§ WHAT IS NEEDED
Look for the word "solid". Copy every line of the listing where it occurs.

(GIVEN INFORMATION)

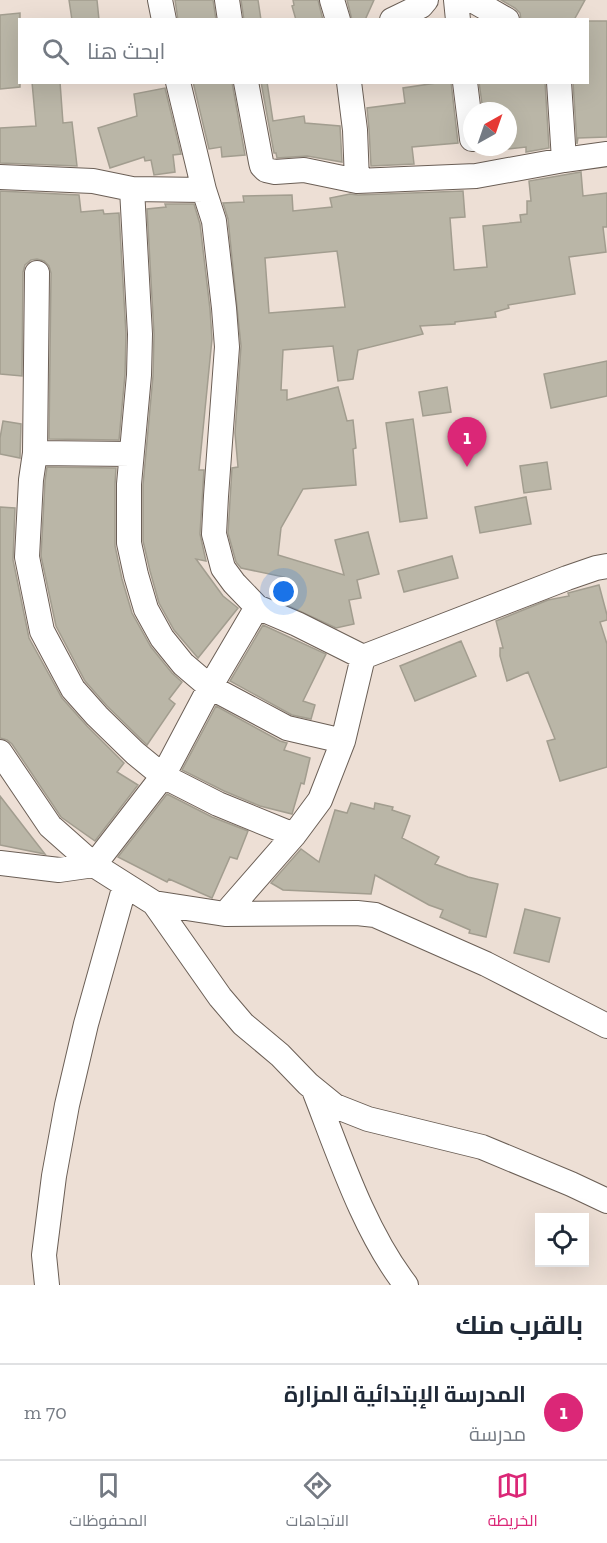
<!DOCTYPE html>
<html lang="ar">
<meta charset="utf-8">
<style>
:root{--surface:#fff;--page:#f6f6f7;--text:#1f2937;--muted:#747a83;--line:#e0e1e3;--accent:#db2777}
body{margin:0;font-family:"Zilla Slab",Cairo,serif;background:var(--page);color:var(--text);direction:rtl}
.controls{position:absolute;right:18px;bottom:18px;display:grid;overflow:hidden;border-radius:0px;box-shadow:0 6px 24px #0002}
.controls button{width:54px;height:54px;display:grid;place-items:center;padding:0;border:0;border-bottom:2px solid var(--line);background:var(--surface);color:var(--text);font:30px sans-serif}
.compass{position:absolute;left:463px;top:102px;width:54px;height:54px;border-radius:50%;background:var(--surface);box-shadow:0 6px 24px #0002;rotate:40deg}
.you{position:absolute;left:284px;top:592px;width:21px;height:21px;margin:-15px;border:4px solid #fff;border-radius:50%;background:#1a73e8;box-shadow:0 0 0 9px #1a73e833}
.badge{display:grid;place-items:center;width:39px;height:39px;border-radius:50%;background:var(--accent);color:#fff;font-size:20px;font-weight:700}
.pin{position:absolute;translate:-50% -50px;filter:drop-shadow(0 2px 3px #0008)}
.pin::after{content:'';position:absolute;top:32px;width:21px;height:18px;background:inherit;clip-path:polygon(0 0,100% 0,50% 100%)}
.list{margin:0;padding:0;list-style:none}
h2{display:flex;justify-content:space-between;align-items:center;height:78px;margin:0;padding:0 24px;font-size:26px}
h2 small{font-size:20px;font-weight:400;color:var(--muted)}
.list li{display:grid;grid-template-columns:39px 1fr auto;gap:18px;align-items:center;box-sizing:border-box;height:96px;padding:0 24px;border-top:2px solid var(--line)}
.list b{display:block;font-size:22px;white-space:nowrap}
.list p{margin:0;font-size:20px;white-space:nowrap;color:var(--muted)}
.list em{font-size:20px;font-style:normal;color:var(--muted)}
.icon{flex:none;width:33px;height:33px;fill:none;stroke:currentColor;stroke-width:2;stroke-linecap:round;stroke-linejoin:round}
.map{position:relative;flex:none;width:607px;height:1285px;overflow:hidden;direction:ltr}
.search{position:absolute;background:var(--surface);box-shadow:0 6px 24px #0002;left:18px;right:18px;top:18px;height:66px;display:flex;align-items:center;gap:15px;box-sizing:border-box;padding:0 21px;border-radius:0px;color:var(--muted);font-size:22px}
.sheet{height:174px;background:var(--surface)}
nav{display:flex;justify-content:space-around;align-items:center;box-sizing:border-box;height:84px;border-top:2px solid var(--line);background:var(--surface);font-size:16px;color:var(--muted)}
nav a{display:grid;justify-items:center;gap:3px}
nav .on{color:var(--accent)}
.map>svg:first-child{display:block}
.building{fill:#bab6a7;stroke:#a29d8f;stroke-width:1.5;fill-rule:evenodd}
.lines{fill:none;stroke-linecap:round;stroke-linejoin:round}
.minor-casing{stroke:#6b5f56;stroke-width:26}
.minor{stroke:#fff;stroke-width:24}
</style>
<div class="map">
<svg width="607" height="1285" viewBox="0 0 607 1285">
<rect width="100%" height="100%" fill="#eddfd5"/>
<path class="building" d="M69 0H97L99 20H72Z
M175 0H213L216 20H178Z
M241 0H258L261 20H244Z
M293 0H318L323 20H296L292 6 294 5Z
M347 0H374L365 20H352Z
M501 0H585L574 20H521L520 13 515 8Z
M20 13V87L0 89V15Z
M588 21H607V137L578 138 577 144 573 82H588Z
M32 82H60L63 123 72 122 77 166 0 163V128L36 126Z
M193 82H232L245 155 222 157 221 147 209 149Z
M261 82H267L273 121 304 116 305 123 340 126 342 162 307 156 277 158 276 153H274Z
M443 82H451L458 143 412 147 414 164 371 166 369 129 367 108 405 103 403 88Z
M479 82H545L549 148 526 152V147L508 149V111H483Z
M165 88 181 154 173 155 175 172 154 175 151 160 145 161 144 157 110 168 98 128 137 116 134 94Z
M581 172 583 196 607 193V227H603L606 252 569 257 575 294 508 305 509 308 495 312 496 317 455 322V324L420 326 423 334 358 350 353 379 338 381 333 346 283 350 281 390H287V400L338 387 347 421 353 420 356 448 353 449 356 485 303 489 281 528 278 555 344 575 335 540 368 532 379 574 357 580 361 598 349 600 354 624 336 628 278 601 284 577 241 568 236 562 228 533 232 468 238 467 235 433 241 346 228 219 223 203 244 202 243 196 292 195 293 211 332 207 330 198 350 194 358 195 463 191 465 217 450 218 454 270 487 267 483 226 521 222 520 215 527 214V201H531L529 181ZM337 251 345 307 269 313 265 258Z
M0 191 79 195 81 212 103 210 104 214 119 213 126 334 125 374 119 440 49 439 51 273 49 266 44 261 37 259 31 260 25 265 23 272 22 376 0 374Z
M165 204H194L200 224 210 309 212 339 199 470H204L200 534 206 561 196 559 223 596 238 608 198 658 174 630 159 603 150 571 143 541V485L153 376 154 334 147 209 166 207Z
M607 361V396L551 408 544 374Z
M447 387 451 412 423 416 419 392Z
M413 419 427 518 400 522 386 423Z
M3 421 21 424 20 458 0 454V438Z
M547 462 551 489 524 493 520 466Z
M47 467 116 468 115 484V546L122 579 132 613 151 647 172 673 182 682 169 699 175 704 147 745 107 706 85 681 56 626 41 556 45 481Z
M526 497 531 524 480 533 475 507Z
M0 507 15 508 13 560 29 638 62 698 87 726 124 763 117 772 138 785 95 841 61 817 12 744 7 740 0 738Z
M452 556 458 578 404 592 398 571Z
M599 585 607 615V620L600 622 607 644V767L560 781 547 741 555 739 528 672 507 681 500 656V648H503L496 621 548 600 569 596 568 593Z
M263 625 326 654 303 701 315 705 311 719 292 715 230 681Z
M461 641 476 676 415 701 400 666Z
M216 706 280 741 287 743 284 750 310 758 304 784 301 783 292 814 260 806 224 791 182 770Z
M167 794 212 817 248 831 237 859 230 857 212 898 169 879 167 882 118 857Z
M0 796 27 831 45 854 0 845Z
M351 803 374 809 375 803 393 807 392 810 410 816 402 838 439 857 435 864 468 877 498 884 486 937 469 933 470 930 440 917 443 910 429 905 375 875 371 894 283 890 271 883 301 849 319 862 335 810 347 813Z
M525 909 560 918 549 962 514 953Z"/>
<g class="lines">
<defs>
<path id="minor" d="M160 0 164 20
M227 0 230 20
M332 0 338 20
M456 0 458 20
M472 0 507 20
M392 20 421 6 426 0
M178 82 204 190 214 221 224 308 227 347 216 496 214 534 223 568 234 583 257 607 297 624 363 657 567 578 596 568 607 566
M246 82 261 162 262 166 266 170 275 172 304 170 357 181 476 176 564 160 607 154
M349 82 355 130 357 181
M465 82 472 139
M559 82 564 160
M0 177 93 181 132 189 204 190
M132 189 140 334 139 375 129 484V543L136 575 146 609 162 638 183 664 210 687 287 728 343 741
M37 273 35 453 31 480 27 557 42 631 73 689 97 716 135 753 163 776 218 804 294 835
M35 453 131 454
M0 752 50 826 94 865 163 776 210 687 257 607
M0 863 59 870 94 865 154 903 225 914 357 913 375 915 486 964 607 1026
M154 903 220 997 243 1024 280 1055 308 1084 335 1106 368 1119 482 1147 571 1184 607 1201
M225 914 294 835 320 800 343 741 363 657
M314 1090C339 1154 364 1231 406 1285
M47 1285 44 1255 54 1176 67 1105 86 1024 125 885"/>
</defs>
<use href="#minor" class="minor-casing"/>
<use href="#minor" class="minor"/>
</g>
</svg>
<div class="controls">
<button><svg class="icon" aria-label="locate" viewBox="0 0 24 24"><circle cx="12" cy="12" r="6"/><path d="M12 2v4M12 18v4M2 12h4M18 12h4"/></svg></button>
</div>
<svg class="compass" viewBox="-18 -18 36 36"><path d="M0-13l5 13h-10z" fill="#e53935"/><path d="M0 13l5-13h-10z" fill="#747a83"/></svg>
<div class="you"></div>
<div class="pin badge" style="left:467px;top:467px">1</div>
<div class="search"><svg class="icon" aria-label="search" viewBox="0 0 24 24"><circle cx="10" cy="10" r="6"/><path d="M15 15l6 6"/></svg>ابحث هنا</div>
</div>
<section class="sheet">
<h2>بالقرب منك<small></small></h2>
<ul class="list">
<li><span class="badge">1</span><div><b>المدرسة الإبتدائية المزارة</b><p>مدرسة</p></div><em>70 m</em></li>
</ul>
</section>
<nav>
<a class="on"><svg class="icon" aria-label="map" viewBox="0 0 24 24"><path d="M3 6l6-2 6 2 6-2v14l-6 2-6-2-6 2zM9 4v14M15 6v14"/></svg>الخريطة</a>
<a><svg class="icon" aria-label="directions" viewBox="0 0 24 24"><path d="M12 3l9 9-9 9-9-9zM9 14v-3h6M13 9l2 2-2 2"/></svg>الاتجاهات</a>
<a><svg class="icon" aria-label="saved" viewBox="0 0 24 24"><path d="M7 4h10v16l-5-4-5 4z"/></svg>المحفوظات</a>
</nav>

(End GIVEN INFORMATION)

§ SOLUTION TO THIS EXERCISE
.controls button{width:54px;height:54px;display:grid;place-items:center;padding:0;border:0;border-bottom:2px solid var(--line);background:var(--surface);color:var(--text);font:30px sans-serif}
.you{position:absolute;left:284px;top:592px;width:21px;height:21px;margin:-15px;border:4px solid #fff;border-radius:50%;background:#1a73e8;box-shadow:0 0 0 9px #1a73e833}
.list li{display:grid;grid-template-columns:39px 1fr auto;gap:18px;align-items:center;box-sizing:border-box;height:96px;padding:0 24px;border-top:2px solid var(--line)}
nav{display:flex;justify-content:space-around;align-items:center;box-sizing:border-box;height:84px;border-top:2px solid var(--line);background:var(--surface);font-size:16px;color:var(--muted)}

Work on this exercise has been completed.